Au fil des ans, l’empreinte de Cindy Sherman dans la mode – ou son absence – jauge notre capacité d’autodérision, comme le démontre la série d’images rejetées par Dorothée Bis, alors jugées inappropriées par la marque. Pour bien comprendre la portée de cette exposition, il faut idéalement en voir deux autres, également insérées dans l’hommage de la Flandre à l’artiste James Ensor.
In Your Wildest Dreams – Ensor Beyond Impressionism, qui se tient à quelques pas de là, au musée royal des Beaux-Arts (KMSKA), évoque l’étonnante modernité du peintre du XIXe siècle.

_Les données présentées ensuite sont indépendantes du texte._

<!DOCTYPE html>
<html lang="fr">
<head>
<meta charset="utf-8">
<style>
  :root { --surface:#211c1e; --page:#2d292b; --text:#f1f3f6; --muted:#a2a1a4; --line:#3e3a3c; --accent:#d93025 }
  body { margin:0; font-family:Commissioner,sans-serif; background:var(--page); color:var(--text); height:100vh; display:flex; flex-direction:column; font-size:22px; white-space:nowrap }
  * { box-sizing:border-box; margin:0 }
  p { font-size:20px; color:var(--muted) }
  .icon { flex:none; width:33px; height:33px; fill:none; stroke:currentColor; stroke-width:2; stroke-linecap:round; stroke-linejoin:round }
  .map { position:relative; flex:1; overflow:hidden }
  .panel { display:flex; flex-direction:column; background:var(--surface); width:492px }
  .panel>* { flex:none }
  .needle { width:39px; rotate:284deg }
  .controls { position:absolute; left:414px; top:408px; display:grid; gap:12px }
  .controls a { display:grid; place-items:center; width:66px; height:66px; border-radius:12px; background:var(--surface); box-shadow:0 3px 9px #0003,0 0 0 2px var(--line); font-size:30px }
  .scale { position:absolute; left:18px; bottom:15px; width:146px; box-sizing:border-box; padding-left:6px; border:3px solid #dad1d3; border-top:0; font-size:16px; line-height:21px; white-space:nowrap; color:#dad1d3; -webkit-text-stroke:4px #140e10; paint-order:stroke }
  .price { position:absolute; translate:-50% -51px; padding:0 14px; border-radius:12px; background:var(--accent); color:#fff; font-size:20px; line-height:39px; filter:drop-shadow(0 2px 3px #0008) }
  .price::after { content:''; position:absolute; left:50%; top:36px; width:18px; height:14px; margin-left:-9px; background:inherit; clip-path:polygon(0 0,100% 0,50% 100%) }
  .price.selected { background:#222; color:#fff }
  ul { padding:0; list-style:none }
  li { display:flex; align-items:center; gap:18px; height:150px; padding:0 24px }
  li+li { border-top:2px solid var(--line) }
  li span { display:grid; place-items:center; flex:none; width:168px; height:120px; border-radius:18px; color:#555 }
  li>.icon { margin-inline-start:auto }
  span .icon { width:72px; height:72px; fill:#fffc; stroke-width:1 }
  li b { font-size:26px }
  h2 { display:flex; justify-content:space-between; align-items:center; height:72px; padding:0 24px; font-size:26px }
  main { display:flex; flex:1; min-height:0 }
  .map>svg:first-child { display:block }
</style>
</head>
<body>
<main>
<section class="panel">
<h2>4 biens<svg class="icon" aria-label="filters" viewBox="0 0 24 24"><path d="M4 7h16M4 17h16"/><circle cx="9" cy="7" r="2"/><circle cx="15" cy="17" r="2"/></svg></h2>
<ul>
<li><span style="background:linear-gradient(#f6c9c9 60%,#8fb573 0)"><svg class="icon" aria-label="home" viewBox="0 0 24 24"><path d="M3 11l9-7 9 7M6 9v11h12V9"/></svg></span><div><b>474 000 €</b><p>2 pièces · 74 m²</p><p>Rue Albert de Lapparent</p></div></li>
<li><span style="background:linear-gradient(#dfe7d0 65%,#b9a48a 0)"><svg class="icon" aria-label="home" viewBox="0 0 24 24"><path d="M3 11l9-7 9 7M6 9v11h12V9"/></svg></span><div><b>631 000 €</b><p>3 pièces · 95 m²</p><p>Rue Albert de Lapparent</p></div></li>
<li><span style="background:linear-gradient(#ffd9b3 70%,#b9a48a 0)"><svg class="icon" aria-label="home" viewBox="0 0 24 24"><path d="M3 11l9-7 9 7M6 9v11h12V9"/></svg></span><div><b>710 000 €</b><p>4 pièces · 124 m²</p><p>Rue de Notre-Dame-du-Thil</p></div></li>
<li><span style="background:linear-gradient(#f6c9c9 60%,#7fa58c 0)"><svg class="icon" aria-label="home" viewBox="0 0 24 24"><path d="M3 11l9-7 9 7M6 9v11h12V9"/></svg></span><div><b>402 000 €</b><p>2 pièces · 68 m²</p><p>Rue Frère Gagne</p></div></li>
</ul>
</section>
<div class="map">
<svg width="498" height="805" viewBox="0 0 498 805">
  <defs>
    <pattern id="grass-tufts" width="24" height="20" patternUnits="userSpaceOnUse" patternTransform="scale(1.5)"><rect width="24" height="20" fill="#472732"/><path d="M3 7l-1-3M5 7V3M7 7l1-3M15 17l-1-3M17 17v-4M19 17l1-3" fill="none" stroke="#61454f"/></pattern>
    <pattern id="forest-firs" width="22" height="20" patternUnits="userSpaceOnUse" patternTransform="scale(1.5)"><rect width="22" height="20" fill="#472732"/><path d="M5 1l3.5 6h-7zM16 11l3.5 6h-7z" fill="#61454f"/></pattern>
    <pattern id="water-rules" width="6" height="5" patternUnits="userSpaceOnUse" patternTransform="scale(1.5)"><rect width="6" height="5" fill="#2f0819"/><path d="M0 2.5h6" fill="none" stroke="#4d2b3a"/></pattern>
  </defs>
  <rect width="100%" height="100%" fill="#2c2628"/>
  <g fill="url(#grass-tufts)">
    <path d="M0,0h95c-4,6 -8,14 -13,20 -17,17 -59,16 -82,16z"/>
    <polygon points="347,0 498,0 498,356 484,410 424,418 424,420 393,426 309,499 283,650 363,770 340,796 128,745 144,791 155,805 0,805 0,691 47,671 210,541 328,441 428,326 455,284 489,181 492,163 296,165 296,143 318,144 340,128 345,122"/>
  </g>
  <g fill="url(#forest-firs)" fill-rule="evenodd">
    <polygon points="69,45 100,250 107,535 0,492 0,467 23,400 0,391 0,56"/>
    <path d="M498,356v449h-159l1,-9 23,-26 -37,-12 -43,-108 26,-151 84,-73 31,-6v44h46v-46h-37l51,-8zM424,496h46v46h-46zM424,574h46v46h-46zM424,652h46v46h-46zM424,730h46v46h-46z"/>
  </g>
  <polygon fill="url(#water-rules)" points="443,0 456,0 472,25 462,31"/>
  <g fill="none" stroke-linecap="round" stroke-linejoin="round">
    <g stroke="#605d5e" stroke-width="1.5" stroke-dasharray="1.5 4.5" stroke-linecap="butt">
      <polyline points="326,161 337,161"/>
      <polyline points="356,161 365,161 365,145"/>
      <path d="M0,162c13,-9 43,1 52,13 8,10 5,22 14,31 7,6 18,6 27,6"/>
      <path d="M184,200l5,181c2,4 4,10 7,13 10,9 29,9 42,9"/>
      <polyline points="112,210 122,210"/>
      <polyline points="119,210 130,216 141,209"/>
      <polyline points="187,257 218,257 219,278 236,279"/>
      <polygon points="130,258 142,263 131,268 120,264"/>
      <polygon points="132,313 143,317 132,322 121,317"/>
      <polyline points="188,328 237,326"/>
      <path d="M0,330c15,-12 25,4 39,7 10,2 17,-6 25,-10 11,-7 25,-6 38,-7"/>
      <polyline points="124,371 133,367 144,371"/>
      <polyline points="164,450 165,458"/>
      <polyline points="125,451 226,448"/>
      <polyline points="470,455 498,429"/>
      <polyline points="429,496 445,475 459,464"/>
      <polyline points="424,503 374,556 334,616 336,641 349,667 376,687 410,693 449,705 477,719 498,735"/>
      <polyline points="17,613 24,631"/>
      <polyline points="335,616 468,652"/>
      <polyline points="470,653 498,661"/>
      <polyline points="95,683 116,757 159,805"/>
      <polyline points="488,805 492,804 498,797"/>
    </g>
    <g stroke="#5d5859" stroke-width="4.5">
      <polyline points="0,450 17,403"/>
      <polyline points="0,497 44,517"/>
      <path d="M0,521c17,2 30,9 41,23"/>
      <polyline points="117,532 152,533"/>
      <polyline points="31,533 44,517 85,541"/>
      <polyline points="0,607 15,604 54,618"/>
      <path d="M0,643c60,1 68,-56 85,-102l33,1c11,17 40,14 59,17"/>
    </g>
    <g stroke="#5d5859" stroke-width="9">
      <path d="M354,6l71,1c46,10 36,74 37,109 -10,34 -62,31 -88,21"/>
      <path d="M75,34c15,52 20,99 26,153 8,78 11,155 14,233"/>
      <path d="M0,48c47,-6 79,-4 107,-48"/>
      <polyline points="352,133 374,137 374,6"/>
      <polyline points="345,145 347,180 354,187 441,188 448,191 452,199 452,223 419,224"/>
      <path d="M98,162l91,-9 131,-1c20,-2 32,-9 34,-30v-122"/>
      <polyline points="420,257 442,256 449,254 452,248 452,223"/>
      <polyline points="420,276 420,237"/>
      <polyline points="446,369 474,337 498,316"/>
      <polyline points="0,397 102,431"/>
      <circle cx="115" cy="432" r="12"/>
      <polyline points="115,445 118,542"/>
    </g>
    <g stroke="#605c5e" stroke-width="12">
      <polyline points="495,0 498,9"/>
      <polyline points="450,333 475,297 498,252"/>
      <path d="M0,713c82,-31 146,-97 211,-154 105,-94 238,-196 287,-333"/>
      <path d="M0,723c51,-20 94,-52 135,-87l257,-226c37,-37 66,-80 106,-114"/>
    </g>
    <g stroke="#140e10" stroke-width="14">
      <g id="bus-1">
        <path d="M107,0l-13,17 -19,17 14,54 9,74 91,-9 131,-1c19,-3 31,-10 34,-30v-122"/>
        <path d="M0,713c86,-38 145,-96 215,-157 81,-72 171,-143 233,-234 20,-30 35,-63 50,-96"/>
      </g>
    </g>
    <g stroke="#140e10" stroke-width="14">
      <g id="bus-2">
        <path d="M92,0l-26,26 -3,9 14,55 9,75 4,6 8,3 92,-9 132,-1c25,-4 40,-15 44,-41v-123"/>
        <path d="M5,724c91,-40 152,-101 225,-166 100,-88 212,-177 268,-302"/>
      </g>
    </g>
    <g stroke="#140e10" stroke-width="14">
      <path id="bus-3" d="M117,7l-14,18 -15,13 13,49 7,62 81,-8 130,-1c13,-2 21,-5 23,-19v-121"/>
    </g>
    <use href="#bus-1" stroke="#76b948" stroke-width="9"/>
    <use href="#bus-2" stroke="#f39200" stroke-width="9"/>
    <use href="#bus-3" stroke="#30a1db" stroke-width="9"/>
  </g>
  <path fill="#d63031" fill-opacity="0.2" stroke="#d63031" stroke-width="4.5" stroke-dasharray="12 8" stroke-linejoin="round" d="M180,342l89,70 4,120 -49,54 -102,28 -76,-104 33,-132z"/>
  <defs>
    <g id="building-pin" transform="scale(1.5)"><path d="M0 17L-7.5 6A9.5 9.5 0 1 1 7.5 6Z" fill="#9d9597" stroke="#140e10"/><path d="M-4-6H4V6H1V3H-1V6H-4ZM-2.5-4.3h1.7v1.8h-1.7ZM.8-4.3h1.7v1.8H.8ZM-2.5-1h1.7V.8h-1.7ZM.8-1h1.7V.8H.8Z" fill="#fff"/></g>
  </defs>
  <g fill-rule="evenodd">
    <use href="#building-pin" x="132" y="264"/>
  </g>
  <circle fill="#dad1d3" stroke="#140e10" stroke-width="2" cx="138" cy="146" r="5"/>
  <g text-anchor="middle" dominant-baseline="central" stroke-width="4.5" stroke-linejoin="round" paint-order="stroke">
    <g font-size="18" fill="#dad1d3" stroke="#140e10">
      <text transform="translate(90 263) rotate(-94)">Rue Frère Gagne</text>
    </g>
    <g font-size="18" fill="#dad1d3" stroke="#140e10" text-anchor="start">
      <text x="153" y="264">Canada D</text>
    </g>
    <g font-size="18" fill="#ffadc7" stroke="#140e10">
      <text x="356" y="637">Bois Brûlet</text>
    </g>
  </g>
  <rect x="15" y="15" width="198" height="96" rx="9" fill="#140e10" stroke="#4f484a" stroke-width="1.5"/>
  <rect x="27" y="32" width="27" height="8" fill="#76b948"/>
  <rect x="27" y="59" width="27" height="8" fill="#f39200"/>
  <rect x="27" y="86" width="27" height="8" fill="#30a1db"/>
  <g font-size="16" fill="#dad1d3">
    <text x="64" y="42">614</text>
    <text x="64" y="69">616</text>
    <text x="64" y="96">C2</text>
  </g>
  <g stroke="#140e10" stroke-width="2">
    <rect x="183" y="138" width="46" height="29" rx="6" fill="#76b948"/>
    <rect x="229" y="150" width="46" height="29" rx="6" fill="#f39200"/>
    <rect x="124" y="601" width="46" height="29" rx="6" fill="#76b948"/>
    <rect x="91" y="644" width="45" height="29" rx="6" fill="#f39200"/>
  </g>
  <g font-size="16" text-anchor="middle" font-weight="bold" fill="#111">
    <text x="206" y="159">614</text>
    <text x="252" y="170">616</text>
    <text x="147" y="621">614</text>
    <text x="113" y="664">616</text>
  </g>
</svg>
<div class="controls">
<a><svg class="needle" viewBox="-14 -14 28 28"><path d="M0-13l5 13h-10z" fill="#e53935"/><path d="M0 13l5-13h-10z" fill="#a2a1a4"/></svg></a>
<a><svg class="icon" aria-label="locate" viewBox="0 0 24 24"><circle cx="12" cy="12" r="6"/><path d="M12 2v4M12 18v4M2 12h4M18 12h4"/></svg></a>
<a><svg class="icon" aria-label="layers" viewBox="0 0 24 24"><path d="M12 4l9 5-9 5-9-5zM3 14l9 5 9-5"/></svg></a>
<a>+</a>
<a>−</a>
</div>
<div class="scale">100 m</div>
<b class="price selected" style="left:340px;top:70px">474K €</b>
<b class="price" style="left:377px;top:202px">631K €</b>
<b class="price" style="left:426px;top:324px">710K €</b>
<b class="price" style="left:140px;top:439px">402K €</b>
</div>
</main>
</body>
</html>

Inspiré par Gustave Courbet et Rembrandt, l’artiste rebelle a utilisé le masque pour révéler une certaine hypocrisie latente.
Pour Ensor comme pour Cindy Sherman, il ne s’agit pas de se cacher derrière un faux-semblant, mais bien de sublimer les stéréotypes d’une société parfois trop embourgeoisée pour oser se regarder honnêtement dans le miroir.
Chez le premier, les protagonistes se transforment en squelettes ridicules (Squelettes voulant se chauffer, 1889) ; chez la seconde, les images pointent du doigt la vacuité de personnages en perpétuelle demande d’attention.
Au musée de la Mode (MOMU), l’exposition Make-Up, sur le rôle du maquillage et du masque, utilise deux œuvres de Sherman pour souligner une obsession de l’apparence qui amplifie les imperfections jusqu’au grotesque.